So, with the ingredients defined, and a bit of the process understood, what next? Well, I'm a bit of details guy so probably something like this. Pull your car into chosen practice facility and scoop up some ammo. Once you've lugged all the tools into place and have a good piece of turf or mat, here's where the work begins.
I'll use the grip as an example. You've previously spent a half hour or hour with an instructor and he/she has recommended a change in your grip. Grab a club you like, rake 5 range balls into a pile seperate from the stack, and have a goal for just those 5 range balls. My inner voice would sound something like this, "For these 5 range balls, I am going to be as meticulous as possible in getting my hands on the club. Once I am satisfied the grip is in the right spot, I'll hit a shot, with no concern where the ball goes. I'm working on my grip, nothing else."
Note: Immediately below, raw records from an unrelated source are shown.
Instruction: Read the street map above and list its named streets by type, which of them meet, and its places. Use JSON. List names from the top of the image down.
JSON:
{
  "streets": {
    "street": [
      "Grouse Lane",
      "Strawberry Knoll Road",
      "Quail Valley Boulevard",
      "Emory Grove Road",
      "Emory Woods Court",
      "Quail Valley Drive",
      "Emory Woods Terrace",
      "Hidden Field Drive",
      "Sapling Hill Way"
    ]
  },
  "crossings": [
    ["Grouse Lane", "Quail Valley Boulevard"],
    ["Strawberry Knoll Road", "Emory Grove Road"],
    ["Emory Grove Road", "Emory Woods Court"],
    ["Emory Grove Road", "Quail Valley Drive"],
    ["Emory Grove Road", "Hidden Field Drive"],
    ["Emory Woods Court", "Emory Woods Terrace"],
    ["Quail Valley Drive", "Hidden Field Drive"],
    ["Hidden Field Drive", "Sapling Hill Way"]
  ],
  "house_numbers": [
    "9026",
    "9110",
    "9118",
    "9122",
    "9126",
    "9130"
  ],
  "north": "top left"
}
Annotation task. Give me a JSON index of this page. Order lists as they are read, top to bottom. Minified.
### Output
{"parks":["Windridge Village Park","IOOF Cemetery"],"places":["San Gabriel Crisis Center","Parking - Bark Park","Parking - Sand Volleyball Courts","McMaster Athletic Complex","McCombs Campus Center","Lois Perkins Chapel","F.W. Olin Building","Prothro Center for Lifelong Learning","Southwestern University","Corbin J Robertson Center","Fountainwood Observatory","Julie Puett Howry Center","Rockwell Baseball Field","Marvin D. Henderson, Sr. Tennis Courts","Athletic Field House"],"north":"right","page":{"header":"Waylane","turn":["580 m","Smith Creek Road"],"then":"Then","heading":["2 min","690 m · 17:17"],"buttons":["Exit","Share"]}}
This takes thought. Concentration. Focus. Committment. Sound like ingredients for success in any other areas of life? For a great round of golf? This process is not easy. It takes practice. You have to train yourself to practice in the right way and once you do, you will accomplish more in a shorter period of time.
If 5 range balls is all your capable of the first time out, congratulations, you've made the first step in truly learning how to get the most out of your practice. Another useful technique as you become more accomplished with this method is to jump around in 5 ball increments. First 5 range balls, grip. Second 5 range balls, posture. You get the picture.
I love finding real life stories about people who excel, and have benefited from being great and consistent practicers. Take this story from the New Yorker about Apollo Robbins, maybe the best pickpocket in the world and how he honed his craft.
"Robbins describes his years at Caesar’s Magical Empire, where he worked from 1998 until it closed, in 2002, as his “college and graduate-school education” in picking pockets. His job was to dress as a wizard and provide seven minutes of entertainment for tourists waiting to be led to dinner by a toga-clad hostess. “I decided I wouldn’t do any magic tricks—just stealing,” Robbins said. “That way, I had to work without a net.” He estimates that he met twenty-four people during every show, and that he stole something from three of them. At six shows an hour, five hours a day, five days a week, forty weeks a year, that works out to at least eighty-one thousand pockets picked. “It was a hyper-learning experience,” he said."
When learning or refining a skill, feedback is vitally important. Although Robbins form of feedback is a bit unusual, I can't think of anything that would have taught him better than stealing things from people day after day, for years. Get caught? Pretty embarassing, and not very impressive.
Another great example from Cal Newport, MIT grad, Georgetown professor, and author of So Good They Can't Ignore You, Why Skills Trump Passion In The Quest For Work You Love. Jordan is a friend of Cal's who started playing the guitar at the same age. This is Cal's description of Jordan's practice habits.
Watching Jordan's current practice regime, these traits--strain and feedback--remain central. To get up to speed on the wide picking style he needs for his new tune, he keeps adjusting the speed of his practicing to a point just past where he's comfortable. When he hits a wrong note, he immediately stops and starts over, providing instant feedback for himself. While practicing, the strain on his face and that gasping nature of his breaths can be uncomfortable even to watch--I can't imagine what it feels like to actually do. But Jordan is happy to practice like this for hours at a time.
While you're working on your game, you need to find forms of feedback. Our feel, mine included, can mislead us, so if you don't have someone watching you hit balls, have your instructor give you some drills/methods that provide feedback.
Praciticing the right way, takes practice. Start small, build a practicing base, and reap the benefits of your hard work!